__What you are asked to do__.
Find the word "stream" in the records and copy every line where it occurs.

__Materials provided__.
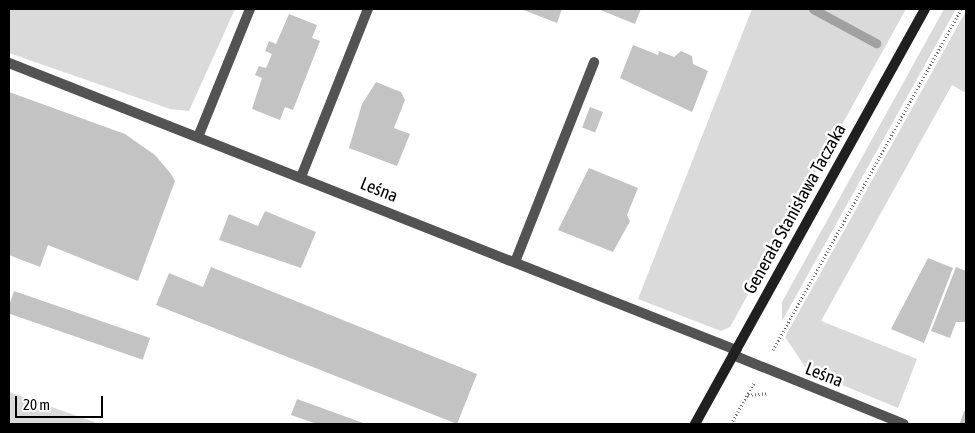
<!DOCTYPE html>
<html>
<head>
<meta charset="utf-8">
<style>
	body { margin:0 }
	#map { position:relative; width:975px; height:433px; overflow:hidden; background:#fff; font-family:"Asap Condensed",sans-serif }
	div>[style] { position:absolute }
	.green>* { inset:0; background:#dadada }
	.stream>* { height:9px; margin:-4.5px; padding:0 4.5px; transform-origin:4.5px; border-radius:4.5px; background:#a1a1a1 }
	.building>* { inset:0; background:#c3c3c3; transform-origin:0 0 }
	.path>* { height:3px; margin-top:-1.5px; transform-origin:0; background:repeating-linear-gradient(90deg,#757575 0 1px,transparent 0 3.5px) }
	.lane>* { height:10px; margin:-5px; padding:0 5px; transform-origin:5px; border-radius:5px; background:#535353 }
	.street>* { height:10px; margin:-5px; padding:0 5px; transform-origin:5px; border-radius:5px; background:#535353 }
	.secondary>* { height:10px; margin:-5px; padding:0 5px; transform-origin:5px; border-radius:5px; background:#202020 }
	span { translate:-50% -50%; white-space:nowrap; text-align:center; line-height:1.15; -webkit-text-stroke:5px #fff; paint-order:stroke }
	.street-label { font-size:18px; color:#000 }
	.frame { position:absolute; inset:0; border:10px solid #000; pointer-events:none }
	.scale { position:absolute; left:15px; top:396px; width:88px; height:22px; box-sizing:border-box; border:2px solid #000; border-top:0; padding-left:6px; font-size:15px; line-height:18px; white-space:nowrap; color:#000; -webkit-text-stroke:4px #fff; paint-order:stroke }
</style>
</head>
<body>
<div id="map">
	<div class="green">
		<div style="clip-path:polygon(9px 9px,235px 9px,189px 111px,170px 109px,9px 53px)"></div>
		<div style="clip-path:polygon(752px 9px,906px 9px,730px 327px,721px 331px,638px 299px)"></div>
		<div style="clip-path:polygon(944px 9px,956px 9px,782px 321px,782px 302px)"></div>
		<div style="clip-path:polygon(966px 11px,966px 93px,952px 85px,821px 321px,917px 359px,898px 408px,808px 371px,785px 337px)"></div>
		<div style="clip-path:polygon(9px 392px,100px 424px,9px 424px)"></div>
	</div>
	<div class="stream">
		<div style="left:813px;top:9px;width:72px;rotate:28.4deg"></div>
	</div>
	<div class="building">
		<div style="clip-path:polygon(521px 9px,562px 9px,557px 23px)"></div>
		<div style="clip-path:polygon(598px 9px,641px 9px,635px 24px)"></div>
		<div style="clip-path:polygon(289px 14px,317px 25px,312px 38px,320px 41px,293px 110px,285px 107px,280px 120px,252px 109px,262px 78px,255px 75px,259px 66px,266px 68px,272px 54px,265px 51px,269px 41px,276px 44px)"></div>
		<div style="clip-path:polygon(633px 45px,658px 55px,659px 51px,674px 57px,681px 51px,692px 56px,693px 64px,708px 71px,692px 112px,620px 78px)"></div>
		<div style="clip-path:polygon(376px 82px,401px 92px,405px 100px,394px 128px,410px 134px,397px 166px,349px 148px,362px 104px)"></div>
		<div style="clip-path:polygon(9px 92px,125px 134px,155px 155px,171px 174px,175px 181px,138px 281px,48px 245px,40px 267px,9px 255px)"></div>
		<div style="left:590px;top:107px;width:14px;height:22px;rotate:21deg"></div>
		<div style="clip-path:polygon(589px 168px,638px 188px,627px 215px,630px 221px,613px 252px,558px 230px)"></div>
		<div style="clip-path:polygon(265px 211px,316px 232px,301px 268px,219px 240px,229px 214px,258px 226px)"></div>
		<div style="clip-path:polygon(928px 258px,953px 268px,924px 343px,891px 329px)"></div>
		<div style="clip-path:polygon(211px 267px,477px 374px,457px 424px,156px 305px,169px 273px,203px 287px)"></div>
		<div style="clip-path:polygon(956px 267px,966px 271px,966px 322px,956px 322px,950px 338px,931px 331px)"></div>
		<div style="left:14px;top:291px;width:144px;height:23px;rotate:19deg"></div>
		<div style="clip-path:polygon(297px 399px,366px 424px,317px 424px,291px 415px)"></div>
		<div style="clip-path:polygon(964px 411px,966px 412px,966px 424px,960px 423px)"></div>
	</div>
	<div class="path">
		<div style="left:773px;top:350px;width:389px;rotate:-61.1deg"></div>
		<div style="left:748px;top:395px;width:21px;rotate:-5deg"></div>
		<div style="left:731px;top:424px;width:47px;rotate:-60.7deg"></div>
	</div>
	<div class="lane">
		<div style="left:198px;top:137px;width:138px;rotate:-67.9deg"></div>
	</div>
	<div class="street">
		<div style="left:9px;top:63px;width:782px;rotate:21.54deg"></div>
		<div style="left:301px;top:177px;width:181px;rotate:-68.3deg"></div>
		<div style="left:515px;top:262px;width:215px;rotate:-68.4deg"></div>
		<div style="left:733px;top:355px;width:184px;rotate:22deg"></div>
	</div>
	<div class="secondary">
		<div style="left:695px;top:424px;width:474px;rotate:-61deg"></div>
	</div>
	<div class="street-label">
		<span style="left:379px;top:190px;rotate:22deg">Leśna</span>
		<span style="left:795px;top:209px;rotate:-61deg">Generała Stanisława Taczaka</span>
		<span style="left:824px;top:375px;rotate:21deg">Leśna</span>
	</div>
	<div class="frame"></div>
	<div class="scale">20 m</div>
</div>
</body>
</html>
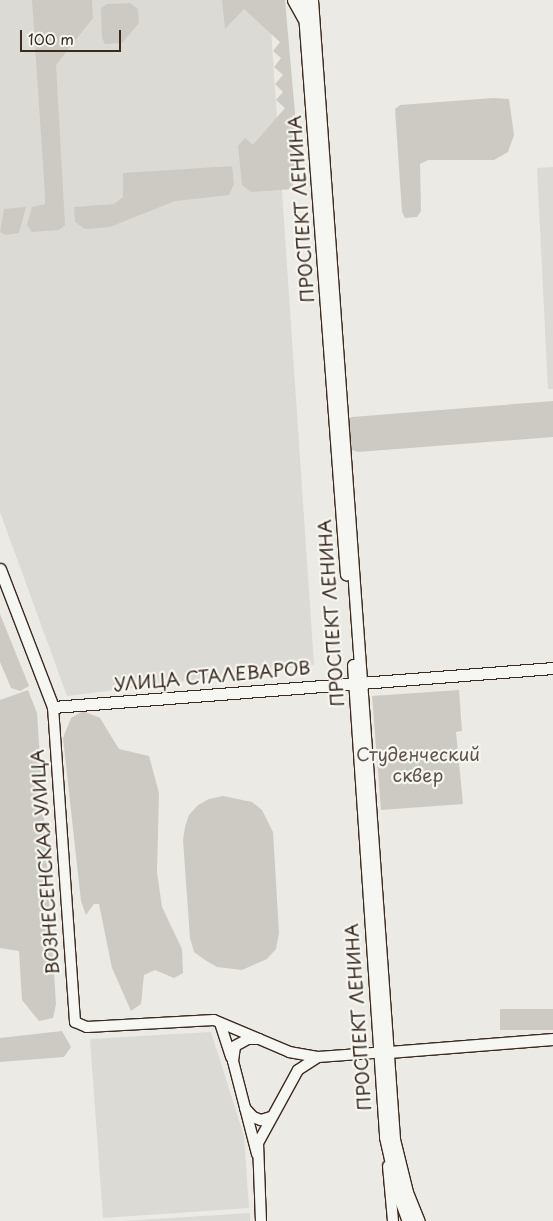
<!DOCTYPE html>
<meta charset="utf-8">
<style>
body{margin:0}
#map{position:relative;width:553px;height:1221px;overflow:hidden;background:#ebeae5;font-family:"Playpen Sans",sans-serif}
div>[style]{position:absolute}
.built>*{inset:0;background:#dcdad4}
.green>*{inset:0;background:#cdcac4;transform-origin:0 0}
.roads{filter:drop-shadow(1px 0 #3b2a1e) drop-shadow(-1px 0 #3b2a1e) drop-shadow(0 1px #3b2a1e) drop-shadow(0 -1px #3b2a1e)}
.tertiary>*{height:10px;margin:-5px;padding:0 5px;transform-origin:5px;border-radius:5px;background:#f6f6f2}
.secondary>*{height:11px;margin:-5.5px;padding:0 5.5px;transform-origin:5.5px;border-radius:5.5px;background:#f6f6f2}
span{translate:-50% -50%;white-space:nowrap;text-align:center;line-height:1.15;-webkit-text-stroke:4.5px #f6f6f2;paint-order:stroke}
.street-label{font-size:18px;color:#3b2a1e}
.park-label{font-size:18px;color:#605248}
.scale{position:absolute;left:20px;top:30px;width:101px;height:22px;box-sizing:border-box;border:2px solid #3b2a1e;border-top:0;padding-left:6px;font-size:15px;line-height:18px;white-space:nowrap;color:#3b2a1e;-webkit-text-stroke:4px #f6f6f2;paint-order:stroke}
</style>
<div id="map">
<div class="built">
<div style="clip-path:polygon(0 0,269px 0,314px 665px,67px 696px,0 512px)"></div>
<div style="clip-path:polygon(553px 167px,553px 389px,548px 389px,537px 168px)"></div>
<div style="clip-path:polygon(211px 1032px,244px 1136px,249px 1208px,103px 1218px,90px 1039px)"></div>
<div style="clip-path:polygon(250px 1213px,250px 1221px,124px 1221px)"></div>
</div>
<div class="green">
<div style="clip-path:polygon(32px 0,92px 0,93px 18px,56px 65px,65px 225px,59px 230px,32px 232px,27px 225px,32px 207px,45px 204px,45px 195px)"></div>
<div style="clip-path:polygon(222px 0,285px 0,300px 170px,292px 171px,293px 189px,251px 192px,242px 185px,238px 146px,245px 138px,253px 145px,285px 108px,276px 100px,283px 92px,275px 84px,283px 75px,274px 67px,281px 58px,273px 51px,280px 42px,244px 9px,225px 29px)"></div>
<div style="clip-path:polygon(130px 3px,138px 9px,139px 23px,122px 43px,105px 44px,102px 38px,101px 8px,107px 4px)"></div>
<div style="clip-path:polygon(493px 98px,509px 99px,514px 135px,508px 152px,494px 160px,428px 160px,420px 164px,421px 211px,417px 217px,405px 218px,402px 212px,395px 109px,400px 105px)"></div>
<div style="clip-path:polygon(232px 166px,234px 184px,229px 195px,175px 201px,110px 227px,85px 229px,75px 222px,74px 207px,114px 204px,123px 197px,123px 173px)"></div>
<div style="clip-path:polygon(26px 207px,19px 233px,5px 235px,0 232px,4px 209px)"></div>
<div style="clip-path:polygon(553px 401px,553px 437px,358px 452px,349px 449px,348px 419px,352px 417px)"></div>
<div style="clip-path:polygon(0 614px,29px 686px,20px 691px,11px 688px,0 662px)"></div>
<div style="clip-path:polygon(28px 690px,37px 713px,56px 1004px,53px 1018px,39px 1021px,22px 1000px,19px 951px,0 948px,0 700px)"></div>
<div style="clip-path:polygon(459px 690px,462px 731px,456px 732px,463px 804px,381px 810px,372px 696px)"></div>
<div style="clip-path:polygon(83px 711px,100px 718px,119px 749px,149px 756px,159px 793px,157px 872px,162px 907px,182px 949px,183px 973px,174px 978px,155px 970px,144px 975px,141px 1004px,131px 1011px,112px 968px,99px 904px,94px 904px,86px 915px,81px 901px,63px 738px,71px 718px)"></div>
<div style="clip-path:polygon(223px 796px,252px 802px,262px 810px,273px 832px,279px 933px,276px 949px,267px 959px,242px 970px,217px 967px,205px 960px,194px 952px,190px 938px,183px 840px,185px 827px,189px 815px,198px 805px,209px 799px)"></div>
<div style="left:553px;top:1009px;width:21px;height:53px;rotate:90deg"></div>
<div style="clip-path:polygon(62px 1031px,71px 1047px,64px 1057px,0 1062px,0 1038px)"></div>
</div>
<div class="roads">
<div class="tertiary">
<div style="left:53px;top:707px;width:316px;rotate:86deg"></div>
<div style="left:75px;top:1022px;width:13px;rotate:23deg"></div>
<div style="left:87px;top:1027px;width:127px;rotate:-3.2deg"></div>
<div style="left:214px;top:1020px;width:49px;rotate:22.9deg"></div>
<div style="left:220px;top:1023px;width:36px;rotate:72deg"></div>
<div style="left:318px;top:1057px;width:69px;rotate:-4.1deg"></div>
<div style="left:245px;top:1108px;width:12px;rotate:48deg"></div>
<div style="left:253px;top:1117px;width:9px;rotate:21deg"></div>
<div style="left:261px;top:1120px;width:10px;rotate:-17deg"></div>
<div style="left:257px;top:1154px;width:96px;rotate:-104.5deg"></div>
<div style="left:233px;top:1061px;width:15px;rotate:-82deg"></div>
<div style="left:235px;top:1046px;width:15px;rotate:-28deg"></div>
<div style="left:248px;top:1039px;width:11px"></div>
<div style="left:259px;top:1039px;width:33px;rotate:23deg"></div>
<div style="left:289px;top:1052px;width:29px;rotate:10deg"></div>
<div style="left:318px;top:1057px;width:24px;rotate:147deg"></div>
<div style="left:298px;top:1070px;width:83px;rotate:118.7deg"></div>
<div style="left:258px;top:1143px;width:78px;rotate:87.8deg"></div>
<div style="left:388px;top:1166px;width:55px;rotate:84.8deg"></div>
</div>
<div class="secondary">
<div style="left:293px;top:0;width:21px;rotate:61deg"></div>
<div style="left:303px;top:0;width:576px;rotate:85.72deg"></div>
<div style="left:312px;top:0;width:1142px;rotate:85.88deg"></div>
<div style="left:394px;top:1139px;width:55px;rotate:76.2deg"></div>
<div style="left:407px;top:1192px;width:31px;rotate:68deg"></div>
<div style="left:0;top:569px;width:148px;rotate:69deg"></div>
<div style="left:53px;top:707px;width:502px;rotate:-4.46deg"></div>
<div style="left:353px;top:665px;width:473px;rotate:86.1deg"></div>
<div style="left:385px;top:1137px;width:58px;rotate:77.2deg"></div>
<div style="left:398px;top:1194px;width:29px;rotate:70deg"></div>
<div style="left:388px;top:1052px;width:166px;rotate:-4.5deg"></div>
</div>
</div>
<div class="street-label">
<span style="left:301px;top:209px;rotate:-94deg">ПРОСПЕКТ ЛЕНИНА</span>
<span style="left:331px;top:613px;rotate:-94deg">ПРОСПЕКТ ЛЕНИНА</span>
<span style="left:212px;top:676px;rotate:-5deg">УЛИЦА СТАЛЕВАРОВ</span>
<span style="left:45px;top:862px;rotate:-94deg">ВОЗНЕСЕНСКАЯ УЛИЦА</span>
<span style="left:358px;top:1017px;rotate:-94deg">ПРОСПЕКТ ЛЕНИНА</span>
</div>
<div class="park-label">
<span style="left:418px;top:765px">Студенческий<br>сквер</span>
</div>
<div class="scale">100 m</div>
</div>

---

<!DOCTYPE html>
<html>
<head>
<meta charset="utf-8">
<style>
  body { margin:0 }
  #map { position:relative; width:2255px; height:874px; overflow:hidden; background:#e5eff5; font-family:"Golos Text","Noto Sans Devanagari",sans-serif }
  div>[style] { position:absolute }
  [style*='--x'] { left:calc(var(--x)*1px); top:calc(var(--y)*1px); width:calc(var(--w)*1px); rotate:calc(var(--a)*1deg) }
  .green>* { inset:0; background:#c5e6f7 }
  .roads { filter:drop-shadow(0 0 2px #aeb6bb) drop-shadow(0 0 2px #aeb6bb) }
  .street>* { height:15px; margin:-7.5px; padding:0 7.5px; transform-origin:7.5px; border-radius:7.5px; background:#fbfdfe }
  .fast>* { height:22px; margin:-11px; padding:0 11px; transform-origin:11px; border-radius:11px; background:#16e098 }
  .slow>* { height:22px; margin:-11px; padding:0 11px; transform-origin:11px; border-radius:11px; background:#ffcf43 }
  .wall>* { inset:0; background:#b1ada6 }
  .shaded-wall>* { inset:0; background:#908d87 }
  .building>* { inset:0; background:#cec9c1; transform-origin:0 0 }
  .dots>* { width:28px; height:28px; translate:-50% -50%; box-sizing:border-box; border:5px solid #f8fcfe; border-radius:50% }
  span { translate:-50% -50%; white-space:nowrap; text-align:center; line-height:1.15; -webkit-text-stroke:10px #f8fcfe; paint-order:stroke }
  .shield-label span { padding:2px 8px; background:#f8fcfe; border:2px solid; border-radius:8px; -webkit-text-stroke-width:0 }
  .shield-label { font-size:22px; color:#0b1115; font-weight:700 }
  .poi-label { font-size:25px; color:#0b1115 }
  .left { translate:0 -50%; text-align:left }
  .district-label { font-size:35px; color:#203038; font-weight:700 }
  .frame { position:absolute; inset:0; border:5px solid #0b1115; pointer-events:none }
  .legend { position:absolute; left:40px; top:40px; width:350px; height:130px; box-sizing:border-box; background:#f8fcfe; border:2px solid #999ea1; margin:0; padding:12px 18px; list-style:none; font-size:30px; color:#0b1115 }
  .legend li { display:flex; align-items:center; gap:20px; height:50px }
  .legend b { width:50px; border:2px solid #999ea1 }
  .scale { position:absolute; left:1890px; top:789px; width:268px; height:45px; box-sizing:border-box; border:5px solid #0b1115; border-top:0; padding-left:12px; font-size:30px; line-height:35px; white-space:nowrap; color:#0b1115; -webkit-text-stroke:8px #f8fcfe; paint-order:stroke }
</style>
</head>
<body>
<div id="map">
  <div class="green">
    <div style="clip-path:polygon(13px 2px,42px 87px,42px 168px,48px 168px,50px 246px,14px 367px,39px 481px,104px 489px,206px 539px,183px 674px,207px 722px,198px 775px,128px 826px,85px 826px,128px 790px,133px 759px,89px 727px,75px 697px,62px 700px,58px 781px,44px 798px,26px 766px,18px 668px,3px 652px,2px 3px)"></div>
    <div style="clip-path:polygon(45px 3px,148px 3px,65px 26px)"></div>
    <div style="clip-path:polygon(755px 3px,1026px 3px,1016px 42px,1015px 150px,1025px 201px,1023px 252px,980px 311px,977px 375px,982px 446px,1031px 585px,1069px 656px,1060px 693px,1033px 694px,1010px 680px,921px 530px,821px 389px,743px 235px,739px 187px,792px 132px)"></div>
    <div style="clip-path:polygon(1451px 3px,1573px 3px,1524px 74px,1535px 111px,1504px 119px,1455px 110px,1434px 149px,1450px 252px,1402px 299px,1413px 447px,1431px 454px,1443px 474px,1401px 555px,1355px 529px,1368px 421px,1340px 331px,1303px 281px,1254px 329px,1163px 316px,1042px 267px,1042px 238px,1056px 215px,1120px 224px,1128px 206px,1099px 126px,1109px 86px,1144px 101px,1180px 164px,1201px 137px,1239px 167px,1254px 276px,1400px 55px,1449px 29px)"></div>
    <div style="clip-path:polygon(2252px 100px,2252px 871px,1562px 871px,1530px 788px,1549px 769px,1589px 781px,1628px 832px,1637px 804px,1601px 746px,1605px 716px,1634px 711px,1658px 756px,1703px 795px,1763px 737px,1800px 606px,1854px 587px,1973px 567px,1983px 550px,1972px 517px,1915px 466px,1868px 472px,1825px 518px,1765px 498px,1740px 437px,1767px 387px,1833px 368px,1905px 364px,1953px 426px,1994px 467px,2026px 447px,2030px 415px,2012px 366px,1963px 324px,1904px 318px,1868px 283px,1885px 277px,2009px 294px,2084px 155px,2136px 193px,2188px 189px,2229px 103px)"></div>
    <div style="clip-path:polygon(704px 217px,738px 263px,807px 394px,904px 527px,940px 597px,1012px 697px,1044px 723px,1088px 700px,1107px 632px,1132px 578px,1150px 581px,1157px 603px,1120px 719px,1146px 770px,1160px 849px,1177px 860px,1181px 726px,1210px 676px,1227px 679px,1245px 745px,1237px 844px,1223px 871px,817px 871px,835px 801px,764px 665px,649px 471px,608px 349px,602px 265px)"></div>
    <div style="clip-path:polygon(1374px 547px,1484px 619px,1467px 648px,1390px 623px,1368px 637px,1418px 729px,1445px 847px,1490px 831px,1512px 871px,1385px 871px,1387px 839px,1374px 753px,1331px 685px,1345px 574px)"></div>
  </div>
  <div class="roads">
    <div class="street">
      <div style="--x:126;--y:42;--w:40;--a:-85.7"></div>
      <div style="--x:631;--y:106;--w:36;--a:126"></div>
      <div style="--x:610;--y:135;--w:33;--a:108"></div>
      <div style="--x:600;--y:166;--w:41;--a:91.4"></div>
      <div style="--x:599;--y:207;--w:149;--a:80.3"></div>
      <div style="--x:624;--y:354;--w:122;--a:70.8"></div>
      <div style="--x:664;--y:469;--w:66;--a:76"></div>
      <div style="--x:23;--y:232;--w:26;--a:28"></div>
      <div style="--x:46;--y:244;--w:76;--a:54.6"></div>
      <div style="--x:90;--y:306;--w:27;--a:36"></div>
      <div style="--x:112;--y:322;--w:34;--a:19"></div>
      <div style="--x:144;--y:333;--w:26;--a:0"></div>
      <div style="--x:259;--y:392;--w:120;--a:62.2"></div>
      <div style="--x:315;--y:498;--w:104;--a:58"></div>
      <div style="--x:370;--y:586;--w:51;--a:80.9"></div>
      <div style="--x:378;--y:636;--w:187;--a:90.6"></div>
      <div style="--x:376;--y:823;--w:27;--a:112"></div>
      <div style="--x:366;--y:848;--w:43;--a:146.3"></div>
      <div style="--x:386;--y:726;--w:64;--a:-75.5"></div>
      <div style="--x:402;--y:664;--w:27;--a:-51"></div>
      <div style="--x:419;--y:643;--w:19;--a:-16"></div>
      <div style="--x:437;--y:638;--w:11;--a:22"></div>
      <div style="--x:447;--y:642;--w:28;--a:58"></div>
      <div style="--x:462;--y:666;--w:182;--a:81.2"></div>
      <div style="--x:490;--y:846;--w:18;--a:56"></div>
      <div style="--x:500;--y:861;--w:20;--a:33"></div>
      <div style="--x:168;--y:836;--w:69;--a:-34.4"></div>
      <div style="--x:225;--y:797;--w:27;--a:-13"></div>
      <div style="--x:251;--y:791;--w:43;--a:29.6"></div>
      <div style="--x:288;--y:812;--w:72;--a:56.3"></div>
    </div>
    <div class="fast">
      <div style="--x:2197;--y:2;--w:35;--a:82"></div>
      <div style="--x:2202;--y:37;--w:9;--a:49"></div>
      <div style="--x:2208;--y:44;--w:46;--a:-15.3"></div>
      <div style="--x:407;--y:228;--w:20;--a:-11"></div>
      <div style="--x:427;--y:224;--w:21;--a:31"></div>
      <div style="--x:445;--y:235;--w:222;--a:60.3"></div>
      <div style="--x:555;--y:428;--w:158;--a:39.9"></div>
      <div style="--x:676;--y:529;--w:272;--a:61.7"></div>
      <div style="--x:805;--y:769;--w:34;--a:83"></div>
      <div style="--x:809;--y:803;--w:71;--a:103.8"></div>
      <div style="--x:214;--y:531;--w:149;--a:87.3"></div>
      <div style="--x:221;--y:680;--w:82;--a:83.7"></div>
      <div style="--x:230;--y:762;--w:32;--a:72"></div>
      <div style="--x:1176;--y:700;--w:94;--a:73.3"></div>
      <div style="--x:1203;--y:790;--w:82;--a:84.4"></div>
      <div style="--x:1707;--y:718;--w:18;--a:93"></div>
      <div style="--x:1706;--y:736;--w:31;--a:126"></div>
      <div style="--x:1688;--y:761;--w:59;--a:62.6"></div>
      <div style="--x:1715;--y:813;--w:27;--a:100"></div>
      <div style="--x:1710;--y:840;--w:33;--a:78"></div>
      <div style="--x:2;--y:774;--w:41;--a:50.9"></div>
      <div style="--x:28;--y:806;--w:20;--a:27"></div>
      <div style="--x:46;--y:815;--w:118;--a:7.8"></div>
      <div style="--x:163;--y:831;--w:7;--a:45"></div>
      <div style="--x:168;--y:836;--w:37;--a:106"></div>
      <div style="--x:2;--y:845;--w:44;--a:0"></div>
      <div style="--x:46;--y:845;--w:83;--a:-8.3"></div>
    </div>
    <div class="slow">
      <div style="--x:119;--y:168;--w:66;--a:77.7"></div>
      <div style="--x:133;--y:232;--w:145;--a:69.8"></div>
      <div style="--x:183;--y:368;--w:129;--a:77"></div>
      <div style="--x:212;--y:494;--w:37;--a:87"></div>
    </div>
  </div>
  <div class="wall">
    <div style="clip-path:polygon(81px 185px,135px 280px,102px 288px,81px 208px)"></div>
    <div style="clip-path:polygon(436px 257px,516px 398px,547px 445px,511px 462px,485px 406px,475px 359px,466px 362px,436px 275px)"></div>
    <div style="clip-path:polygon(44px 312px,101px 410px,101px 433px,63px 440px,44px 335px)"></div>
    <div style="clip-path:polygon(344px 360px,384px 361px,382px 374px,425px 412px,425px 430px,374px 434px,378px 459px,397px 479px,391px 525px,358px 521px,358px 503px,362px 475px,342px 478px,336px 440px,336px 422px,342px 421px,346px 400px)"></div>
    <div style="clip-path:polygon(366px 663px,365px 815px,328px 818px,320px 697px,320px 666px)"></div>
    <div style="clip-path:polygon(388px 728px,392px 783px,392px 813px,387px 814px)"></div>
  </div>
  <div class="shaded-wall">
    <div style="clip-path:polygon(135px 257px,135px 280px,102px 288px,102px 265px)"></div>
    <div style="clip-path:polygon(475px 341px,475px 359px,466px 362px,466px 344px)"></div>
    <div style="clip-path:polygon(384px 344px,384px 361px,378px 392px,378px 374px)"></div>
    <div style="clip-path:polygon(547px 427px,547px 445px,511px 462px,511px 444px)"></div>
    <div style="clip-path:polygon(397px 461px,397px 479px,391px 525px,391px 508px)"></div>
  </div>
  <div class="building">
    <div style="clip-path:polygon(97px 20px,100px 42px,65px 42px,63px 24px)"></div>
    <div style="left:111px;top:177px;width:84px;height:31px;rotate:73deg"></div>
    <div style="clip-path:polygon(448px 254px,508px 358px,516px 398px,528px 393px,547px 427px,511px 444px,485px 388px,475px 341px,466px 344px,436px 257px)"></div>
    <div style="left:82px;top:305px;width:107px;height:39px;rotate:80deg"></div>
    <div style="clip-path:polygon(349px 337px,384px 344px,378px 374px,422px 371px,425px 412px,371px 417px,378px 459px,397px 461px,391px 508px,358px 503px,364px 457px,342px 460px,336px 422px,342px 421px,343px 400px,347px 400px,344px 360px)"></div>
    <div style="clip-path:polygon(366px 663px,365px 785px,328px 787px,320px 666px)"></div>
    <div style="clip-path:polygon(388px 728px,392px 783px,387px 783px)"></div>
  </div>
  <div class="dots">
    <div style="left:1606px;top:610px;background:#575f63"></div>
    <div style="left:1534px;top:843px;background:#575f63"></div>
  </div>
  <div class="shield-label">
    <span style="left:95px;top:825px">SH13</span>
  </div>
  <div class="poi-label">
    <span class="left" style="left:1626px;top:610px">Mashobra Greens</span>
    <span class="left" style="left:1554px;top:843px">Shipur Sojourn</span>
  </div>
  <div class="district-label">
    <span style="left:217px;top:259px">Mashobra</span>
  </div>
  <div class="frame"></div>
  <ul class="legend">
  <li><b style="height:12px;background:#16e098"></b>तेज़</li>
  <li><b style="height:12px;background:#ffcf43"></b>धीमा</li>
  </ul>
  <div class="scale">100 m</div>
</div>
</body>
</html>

__Response below__.
	.stream>* { height:9px; margin:-4.5px; padding:0 4.5px; transform-origin:4.5px; border-radius:4.5px; background:#a1a1a1 }
	<div class="stream">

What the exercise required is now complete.